Exercise instructions:
Set the data down exactly as it stands, and keep its pictures out.

Data below:
*** Block opens ***

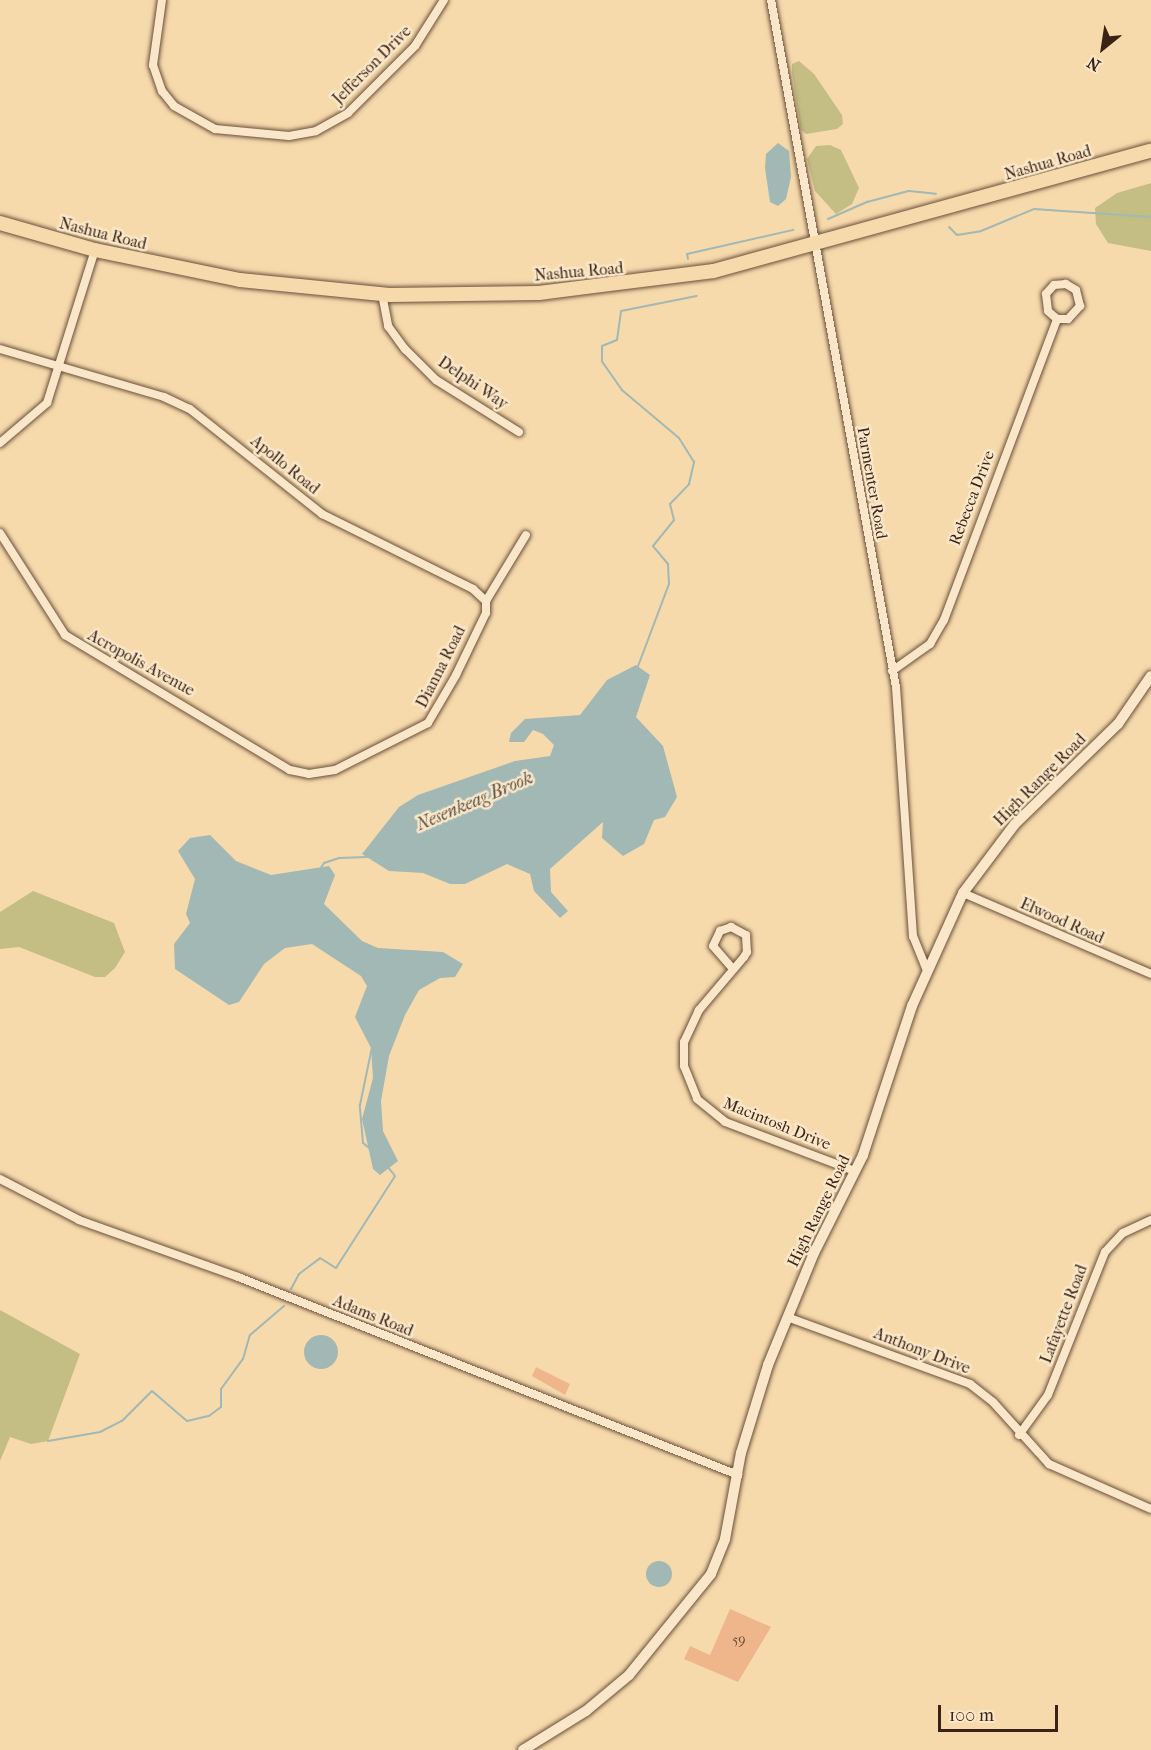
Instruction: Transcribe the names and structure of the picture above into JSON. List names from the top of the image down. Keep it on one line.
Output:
{"streets":{"main road":["Nashua Road"],"street":["Jefferson Drive","Delphi Way","Apollo Road","Parmenter Road","Rebecca Drive","Acropolis Avenue","Dianna Road","High Range Road","Elwood Road","Macintosh Drive","Lafayette Road","Adams Road","Anthony Drive"]},"crossings":[["Nashua Road","Delphi Way"],["Nashua Road","Parmenter Road"],["Apollo Road","Dianna Road"],["Parmenter Road","Rebecca Drive"],["Parmenter Road","High Range Road"],["Acropolis Avenue","Dianna Road"],["High Range Road","Elwood Road"],["High Range Road","Macintosh Drive"],["High Range Road","Adams Road"],["High Range Road","Anthony Drive"],["Lafayette Road","Anthony Drive"]],"water":["Nesenkeag Brook"],"house_numbers":["59"],"scale_bar":"100 m","north":"bottom left"}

*** Block closes ***

Your response:
Instruction: Transcribe the names and structure of the picture above into JSON. List names from the top of the image down. Keep it on one line.
Output:
{"streets":{"main road":["Nashua Road"],"street":["Jefferson Drive","Delphi Way","Apollo Road","Parmenter Road","Rebecca Drive","Acropolis Avenue","Dianna Road","High Range Road","Elwood Road","Macintosh Drive","Lafayette Road","Adams Road","Anthony Drive"]},"crossings":[["Nashua Road","Delphi Way"],["Nashua Road","Parmenter Road"],["Apollo Road","Dianna Road"],["Parmenter Road","Rebecca Drive"],["Parmenter Road","High Range Road"],["Acropolis Avenue","Dianna Road"],["High Range Road","Elwood Road"],["High Range Road","Macintosh Drive"],["High Range Road","Adams Road"],["High Range Road","Anthony Drive"],["Lafayette Road","Anthony Drive"]],"water":["Nesenkeag Brook"],"house_numbers":["59"],"scale_bar":"100 m","north":"bottom left"}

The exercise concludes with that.